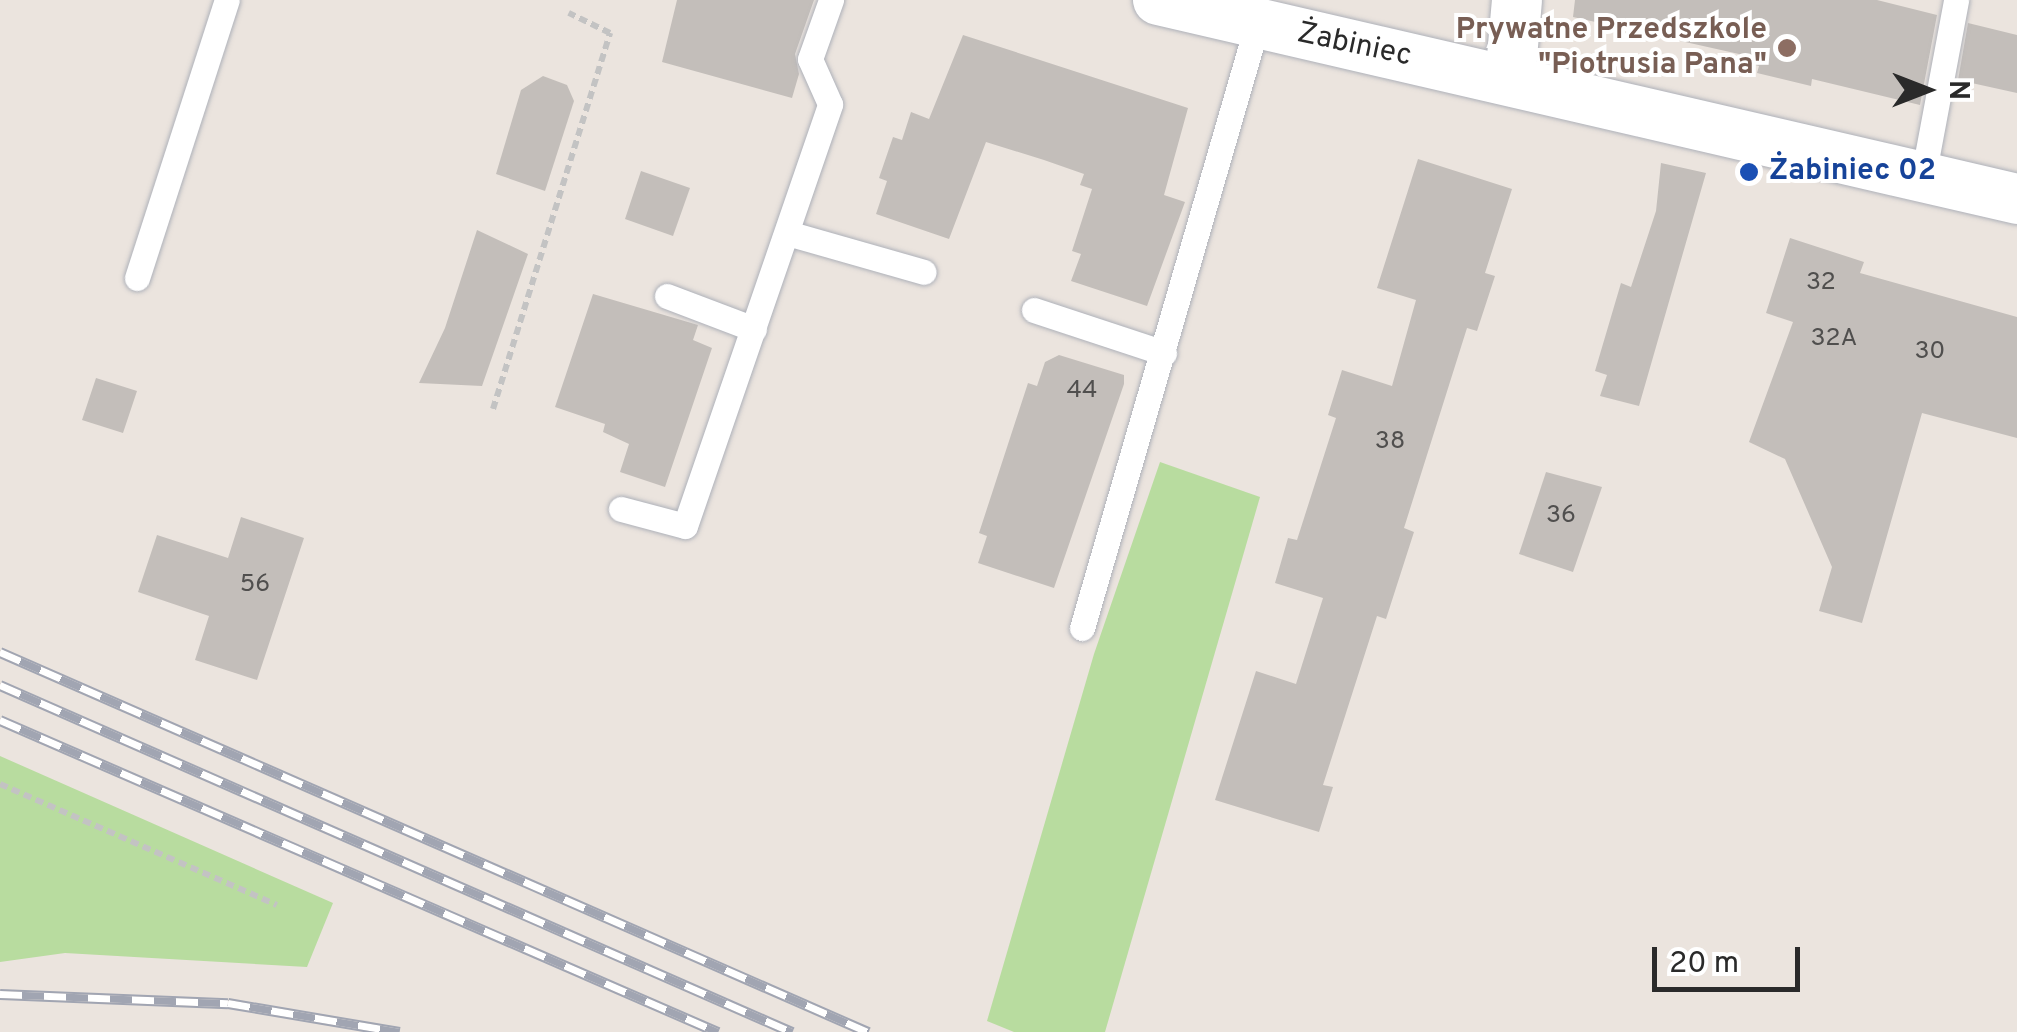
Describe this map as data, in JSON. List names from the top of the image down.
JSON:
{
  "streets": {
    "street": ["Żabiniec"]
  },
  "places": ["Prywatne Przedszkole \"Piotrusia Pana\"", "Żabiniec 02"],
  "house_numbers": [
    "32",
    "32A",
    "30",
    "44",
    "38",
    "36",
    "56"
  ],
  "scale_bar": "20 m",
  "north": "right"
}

■ Assigned task: Without the pictures, reproduce every line of the records above exactly.

■ Exercise response:
Describe this map as data, in JSON. List names from the top of the image down.
JSON:
{
  "streets": {
    "street": ["Żabiniec"]
  },
  "places": ["Prywatne Przedszkole \"Piotrusia Pana\"", "Żabiniec 02"],
  "house_numbers": [
    "32",
    "32A",
    "30",
    "44",
    "38",
    "36",
    "56"
  ],
  "scale_bar": "20 m",
  "north": "right"
}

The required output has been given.